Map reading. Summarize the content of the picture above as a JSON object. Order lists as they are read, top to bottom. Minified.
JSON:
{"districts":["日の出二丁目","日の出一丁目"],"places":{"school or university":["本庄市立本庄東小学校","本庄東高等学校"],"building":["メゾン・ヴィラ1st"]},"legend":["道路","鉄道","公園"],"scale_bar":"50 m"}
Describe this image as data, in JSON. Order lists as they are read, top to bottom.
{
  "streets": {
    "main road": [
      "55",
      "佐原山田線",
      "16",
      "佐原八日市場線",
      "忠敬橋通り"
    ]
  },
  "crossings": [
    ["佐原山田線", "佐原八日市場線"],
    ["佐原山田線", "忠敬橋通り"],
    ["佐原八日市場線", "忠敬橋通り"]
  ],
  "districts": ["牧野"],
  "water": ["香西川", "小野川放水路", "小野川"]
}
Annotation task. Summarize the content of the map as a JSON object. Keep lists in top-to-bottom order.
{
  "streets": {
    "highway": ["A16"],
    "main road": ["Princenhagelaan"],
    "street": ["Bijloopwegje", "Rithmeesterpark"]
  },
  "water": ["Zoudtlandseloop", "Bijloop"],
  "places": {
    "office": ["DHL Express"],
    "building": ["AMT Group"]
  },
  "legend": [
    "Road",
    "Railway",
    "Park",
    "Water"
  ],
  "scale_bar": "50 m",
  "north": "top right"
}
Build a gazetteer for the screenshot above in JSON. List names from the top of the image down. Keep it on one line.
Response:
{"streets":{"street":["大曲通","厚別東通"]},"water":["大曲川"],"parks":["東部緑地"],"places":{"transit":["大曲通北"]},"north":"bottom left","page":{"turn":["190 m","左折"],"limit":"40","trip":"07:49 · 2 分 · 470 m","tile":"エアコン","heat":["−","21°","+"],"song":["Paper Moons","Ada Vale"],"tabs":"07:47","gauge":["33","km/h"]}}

· · · · ·

Task to carry out: All of the material, start to finish, should be retyped exactly.

Answer to the exercise:
Map reading. Summarize the content of the picture above as a JSON object. Order lists as they are read, top to bottom. Minified.
JSON:
{"districts":["日の出二丁目","日の出一丁目"],"places":{"school or university":["本庄市立本庄東小学校","本庄東高等学校"],"building":["メゾン・ヴィラ1st"]},"legend":["道路","鉄道","公園"],"scale_bar":"50 m"}
Describe this image as data, in JSON. Order lists as they are read, top to bottom.
{
  "streets": {
    "main road": [
      "55",
      "佐原山田線",
      "16",
      "佐原八日市場線",
      "忠敬橋通り"
    ]
  },
  "crossings": [
    ["佐原山田線", "佐原八日市場線"],
    ["佐原山田線", "忠敬橋通り"],
    ["佐原八日市場線", "忠敬橋通り"]
  ],
  "districts": ["牧野"],
  "water": ["香西川", "小野川放水路", "小野川"]
}
Annotation task. Summarize the content of the map as a JSON object. Keep lists in top-to-bottom order.
{
  "streets": {
    "highway": ["A16"],
    "main road": ["Princenhagelaan"],
    "street": ["Bijloopwegje", "Rithmeesterpark"]
  },
  "water": ["Zoudtlandseloop", "Bijloop"],
  "places": {
    "office": ["DHL Express"],
    "building": ["AMT Group"]
  },
  "legend": [
    "Road",
    "Railway",
    "Park",
    "Water"
  ],
  "scale_bar": "50 m",
  "north": "top right"
}
Build a gazetteer for the screenshot above in JSON. List names from the top of the image down. Keep it on one line.
Response:
{"streets":{"street":["大曲通","厚別東通"]},"water":["大曲川"],"parks":["東部緑地"],"places":{"transit":["大曲通北"]},"north":"bottom left","page":{"turn":["190 m","左折"],"limit":"40","trip":"07:49 · 2 分 · 470 m","tile":"エアコン","heat":["−","21°","+"],"song":["Paper Moons","Ada Vale"],"tabs":"07:47","gauge":["33","km/h"]}}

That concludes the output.